VATICAN CITY — Pope John Paul II's funeral was barely underway when the cardinals seated near his casket got the first insistent message from the huge crowd below. "Santo Subito," said the 15-foot banner unfurled in St. Peter's Square.
Roughly translated from Italian, it means "Sainthood Now."
Soon an identical sign popped up farther back in the crowd, followed by several minutes of cheering, rhythmic applause and shouts of "Saint John Paul!" By the end of the Mass, seven such banners were visible from the outdoor altar, each bearing the same slogan of a grass-roots movement advocating the late Roman Catholic leader's swift sanctification.
"We all saw them," Cardinal Theodore McCarrick of Washington, D.C., said after the service. "The message was clear. The people think he was a saint."
Support for John Paul's canonization "is like a tidal wave," said Cardinal Adam Maida of Detroit. "It's going to come."
Vatican officials cautioned Friday that their procedure for elevating the dead to saintly status was cumbersome and could last decades. Any shortcuts, they said, would require a decision by John Paul's successor, whom the cardinals expect to elect this month.
But in the meantime, a popular cult of sainthood is burgeoning just a week after the pope's death. Vendors in Rome, using the Polish pontiff's given name, are selling T-shirts proclaiming, "Saint Karol." Makeshift shrines have sprung up near St. Peter's, attracting handwritten notes referring in Christ-like terms to the pope's long battle against a host of infirmities.

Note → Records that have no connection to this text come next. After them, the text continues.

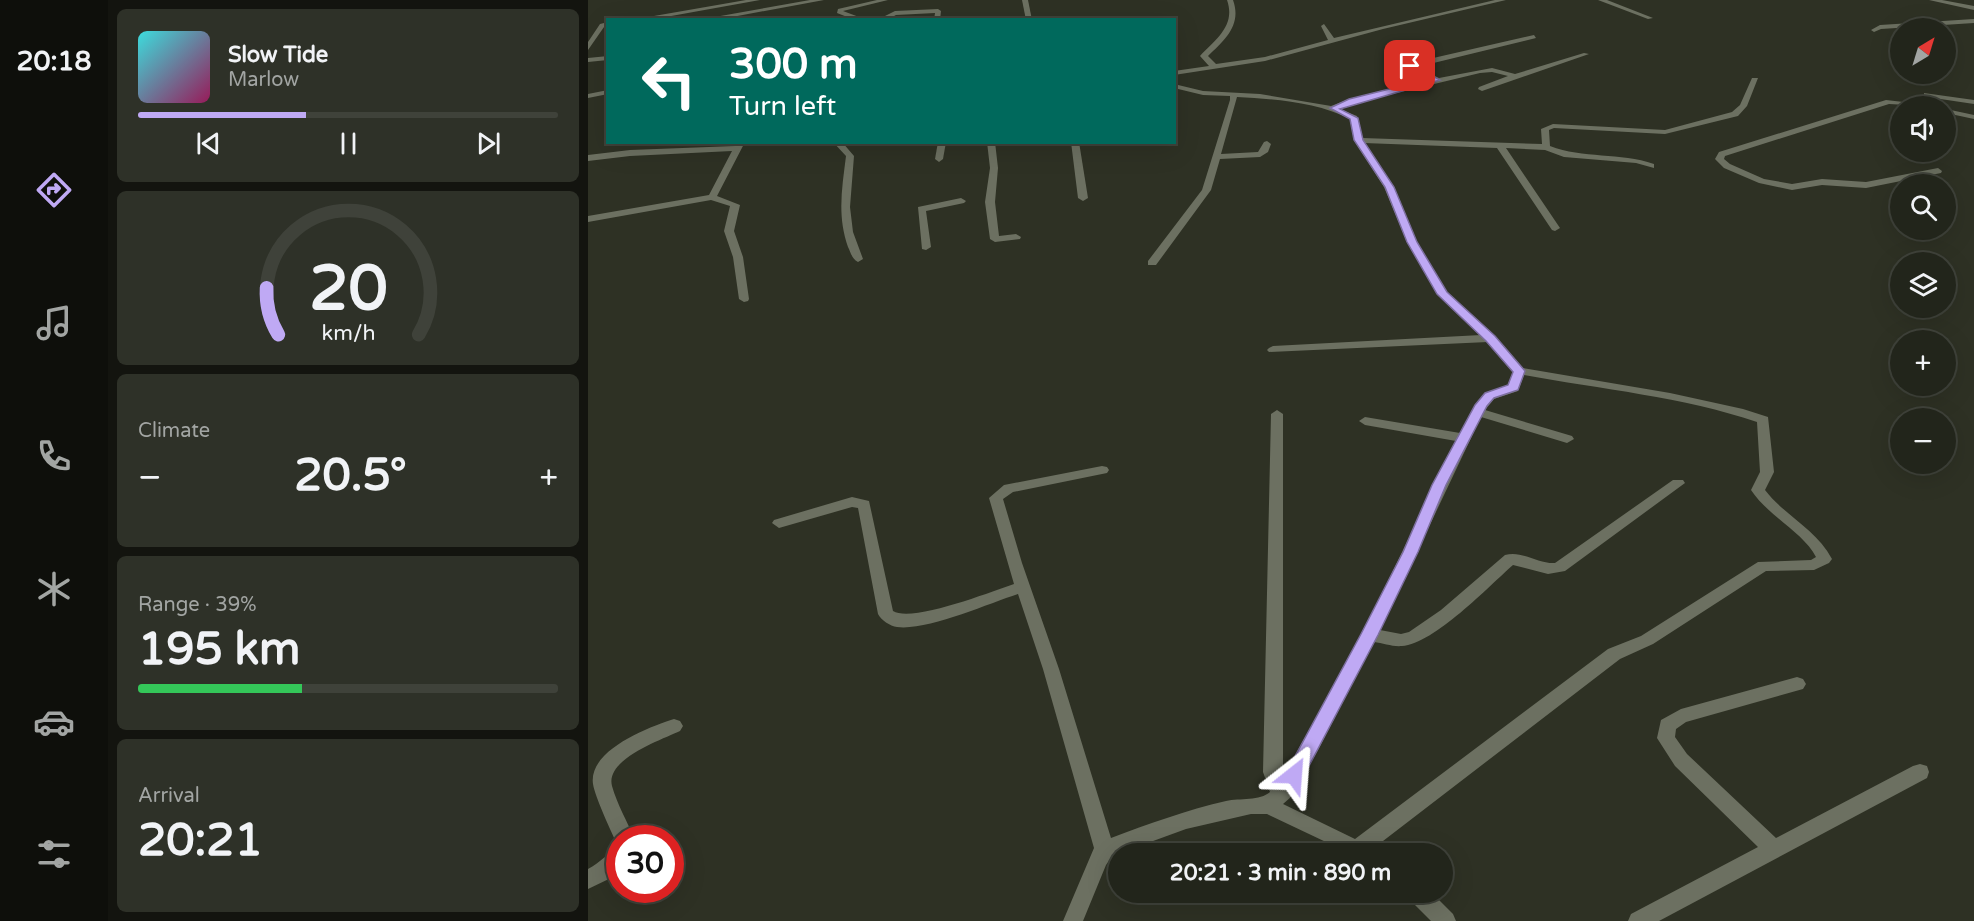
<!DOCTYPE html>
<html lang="en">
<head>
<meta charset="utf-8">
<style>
  body { margin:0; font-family:"Varela Round",sans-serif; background:#2e3128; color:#f1f3f6; height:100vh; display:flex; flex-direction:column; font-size:22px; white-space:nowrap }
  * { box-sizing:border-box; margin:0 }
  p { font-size:20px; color:#a2a5a3 }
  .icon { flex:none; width:33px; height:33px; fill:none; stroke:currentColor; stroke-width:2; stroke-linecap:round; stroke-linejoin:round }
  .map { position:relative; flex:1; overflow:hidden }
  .drawer { display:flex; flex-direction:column; gap:9px; padding:9px; background:#13140f; width:480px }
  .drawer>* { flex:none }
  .top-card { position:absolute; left:18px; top:18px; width:570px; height:126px; border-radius:0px; box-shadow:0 6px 24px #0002,0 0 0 2px #3f423a; background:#00695c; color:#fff; overflow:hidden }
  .needle { width:39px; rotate:38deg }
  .fabs { position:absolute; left:1302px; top:18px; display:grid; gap:12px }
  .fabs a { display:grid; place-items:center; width:66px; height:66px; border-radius:50%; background:#22251b; box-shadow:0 6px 24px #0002,0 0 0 2px #3f423a; font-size:30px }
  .speed { position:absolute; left:18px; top:825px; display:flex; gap:12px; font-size:30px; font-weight:700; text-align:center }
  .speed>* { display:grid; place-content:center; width:78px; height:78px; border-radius:50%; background:#22251b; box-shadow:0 6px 24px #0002,0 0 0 2px #3f423a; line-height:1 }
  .speed .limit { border:9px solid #d22; background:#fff; color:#111 }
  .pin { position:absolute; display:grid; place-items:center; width:51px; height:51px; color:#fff; margin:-26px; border-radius:12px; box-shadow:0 3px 9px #0006 }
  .me { position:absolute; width:66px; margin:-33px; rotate:28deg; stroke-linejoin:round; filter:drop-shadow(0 0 4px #0008) }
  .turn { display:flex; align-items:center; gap:21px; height:126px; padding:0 24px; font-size:27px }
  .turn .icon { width:78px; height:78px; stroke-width:2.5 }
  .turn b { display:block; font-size:42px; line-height:51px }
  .big { font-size:45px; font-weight:700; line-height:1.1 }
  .drawer .widget { flex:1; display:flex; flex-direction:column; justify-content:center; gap:9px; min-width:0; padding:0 21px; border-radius:9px; background:#2e3128 }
  .drawer .dial { align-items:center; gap:0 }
  .dial svg { height:156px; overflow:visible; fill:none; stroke:#3f423a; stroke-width:7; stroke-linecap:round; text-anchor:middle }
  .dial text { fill:#f1f3f6; stroke:none }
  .song { display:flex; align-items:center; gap:18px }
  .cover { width:72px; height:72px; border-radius:9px; background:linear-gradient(135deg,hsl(180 70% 55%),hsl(330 70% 35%)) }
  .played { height:6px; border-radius:3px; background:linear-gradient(90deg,#bfa9f4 40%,#3f423a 40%) }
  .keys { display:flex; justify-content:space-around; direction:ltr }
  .heat { display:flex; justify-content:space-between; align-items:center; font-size:33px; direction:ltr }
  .charge { height:9px; border-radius:4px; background:linear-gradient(90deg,#34c759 39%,#3f423a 0) }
  .trip { position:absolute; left:520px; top:843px; width:345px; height:60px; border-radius:30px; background:#22251b; box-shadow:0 6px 24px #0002,0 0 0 2px #3f423a; font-weight:700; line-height:60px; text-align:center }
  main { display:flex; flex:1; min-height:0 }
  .tabs { display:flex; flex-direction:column; width:108px; justify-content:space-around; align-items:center; background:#0e0f0b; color:#a2a5a3 }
  .tabs .icon { width:42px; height:42px }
  .tabs .current { color:#bfa9f4 }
  .tabs b { font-size:27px; color:#f1f3f6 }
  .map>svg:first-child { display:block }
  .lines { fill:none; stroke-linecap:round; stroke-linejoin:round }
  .street { fill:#6c7061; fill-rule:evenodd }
  .route { fill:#bfa9f4; stroke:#7c6e9f; stroke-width:1.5 }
</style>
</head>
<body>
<main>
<nav class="tabs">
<b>20:18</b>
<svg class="icon current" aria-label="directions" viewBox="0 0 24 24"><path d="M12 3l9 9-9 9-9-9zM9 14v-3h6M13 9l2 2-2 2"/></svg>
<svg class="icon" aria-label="music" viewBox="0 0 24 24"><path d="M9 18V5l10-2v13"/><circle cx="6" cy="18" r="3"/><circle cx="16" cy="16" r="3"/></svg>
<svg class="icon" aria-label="phone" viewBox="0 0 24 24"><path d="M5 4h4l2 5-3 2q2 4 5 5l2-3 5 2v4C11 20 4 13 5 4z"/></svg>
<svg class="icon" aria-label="climate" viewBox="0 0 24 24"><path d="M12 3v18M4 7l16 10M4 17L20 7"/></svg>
<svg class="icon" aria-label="car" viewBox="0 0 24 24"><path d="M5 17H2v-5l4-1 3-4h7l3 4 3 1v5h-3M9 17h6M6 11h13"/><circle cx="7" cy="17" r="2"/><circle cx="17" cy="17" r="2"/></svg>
<svg class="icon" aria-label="filters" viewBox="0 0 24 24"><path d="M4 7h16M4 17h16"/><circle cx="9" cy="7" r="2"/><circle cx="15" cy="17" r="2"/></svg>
</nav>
<section class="drawer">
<div class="widget">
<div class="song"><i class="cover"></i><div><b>Slow Tide</b><p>Marlow</p></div></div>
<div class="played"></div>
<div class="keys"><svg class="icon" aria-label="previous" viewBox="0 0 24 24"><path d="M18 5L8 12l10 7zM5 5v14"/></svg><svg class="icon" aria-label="pause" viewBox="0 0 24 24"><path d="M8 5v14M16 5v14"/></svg><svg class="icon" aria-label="next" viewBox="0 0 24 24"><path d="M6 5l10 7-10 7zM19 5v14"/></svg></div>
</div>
<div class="widget dial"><svg viewBox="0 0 100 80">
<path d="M14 69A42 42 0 1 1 86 69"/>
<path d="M14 69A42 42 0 0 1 8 45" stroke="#bfa9f4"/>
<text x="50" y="56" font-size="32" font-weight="700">20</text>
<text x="50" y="72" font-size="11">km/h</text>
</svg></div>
<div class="widget"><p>Climate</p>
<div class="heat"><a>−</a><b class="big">20.5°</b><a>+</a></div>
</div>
<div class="widget"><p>Range · 39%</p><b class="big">195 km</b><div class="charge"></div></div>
<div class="widget"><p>Arrival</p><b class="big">20:21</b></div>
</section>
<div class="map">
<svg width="1386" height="921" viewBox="0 0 1386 921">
  <rect width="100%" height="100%" fill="#2e3124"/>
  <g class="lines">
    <g class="street">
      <polygon points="158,0 172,0 61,20 43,20"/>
      <polygon points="222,0 236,0 128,20 110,20"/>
      <polygon points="289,0 300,0 255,11 279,20 267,20 249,13 250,9"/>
      <polygon points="434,0 440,0 444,20 438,20"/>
      <path d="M639,0H645C654,25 637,40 620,56L628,64L677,57L740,40L733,26L736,24L746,38L907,0H918L795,29L677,61L586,75V71L621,66L612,56C628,39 648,26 639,0Z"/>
      <polygon points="1010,0 1019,0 1065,18 1060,19"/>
      <polygon points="1341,0 1354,0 1386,6 1386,10"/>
      <polygon points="350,9 353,11 352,20 346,20 347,13 308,15 298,20 289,20 307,11"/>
      <polygon points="1386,19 1386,23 1293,29 1286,32 1283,30 1292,25"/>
      <polygon points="20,22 20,26 16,27 0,50 0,42 12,24"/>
      <path d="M946,35L948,38L829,67L851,78L904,68L927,74L996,53L1001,54L894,91L890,89L891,87L920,76L904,72L892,73L767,103L751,109L769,116L774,138L954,144L953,129L965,124L1077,130L1144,112L1152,105L1164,78H1170L1159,106L1150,116L1077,134L966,128L961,130L962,146C995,159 1032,152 1066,164V168L1048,163L976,157L957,150L918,148L972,228L967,231L964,230L909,148L776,143L806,187L829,242L859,292L907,336L935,368L1082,393L1155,409L1180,417L1186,472L1177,490C1197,516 1228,529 1244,559L1241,563L1226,570L1178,571L1065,644L1032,659L782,851L784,854H756L740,843L679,814H663L598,829L524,856L518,865L495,921H475L506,848L455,669L430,594C399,604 339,631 309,627C302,626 293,620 290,614L270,508L264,507L191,528L184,523L186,520L264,497L281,501L305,611C324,623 402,592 426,584L401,498L416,485L514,466L519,467L521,470L519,473L425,492L415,499L434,563L471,669L523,838C560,824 599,810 638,801C652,798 672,801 682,792L675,772L683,414L689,410L695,414V776L767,649L868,441L777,425L771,421L777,417L872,433L887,405L898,393L921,386L925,371L900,342L681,352L679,350L681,348L685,346L893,335L850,294L819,242L796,187L766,140L762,119C729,102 686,99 649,97L633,154L670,152L676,142L679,141L683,144L680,152L672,157L632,159L623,190L568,265H560V261L614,190L642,100V96L615,95L586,88V84L615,91L672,94L743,106L761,99L843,80L819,68V64ZM936,375C1012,389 1096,397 1169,422L1172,472L1163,490C1180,516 1215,532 1228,557L1223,560L1170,562L1053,636L1020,649L767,839L695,804L703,797L730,750L786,642C795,643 805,647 814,646C846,644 901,586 925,565L960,574L977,571L1097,483L1095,480H1085L967,563C950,564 934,550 917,555L853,610L821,632L813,634L792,630L893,417L979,443L986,439L984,436L897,410L906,399L930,391Z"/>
      <polygon points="20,56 20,60 0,62 0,58"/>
      <polygon points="20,90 20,94 0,98 0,94"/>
      <polygon points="1336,93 1386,100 1386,104 1339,97 1336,97"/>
      <polygon points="1298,100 1333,104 1337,106 1301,104 1137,156 1136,159 1142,164 1176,179 1204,184 1234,179 1278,182 1350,168 1354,171 1353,173 1278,188 1234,185 1204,190 1171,183 1136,168 1127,159 1131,152"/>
      <polygon points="1358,109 1386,115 1386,119 1358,113"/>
      <polygon points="149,142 157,142 129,196 152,205 146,231 155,257 161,299 160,301 156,302 151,299 145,257 136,231 142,206 123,200 0,222 0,216 121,195 144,151 42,156 0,161 0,155 42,150 147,146"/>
      <path d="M245,142H254L266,156L262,207L265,232L275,259L270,262C264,259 263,253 260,247C249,216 254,188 258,156Z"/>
      <polygon points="350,142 358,142 355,159 351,162 347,159"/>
      <polygon points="399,142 407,142 410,168 407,202 411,236 428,234 433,237 432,239 407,242 402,239 397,202 402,168"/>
      <polygon points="483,142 491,142 500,198 495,201 490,198"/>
      <polygon points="373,198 378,201 376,203 338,211 343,247 338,250 334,249 330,207"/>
      <polygon points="1209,677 1215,679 1218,684 1215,689 1098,722 1088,729 1087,737 1099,754 1188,838 1325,766 1332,764 1339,766 1341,772 1339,778 1071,921 1040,921 1043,914 1170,847 1087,766 1069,738 1073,720 1093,709"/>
      <path d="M86,719L92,721L95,726L92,731C73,740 17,759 24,786C29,804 39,821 46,838H32V845L29,844C23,831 7,797 5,784C0,750 61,727 86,719Z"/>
      <path d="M32,847V870L25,877L0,889V869C12,863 20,852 32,847Z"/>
      <polygon points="818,892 843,892 865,914 868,921 843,921 821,899"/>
    </g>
  </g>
  <polygon class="route" points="820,65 825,65 852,80 752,109 770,118 775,140 806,187 829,242 859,292 907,336 937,371 930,390 906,398 899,406 858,485 830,552 790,635 713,781 706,783 699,781 697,775 773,634 815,552 844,485 887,405 897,393 920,385 925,372 898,341 849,294 819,242 797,187 766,140 762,119 742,108 761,99 842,79 820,68"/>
</svg>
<div class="fabs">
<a><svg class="needle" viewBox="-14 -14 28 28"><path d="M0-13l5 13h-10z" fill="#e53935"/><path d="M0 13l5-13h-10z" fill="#a2a5a3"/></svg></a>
<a><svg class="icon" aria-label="sound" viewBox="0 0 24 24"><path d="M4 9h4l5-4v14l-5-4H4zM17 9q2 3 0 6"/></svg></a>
<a><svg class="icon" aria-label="search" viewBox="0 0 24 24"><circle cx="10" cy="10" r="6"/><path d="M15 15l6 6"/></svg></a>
<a><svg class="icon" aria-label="layers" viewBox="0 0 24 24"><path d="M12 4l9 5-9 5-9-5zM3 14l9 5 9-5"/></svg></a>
<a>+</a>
<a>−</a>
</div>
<div class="speed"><div class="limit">30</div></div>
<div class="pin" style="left:822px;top:66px;background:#d93025"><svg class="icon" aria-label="arrive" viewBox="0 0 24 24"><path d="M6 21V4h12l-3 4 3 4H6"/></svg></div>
<svg class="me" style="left:706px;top:775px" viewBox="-20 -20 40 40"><path d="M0-17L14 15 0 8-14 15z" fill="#bfa9f4" stroke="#fff" stroke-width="4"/></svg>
<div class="trip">20:21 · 3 min · 890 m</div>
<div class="top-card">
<div class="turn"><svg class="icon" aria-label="left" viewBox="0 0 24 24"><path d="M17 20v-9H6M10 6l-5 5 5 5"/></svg><div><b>300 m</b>Turn left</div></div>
</div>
</div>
</main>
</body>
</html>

"The people are way ahead of the church on this," Father Henri Guglielo, a parish priest from suburban Paris, said as he left the funeral Mass.
Friday's pro-sainthood demonstration showed some signs of organization and looked strongest in a section of Polish pilgrims. The "Santo Subito" banners were of identical size and lettering, varying only in color.
Yet the movement itself is broad and seems primarily spontaneous, reflecting the globe-trotting pontiff's contact with and enduring effect on millions during his 26-year reign.
"He is already a saint in our hearts," said Elena Ramos, a black-clad Filipina, as she filed out of the square Friday. "He always was."
Seven time zones away in Mexico, high school student Heron Badillo, 19, was up at 3 a.m. to watch the funeral on TV. He met John Paul 15 years ago when the pope landed in the city of Zacatecas and blessed the sickly boy during an airport ceremony.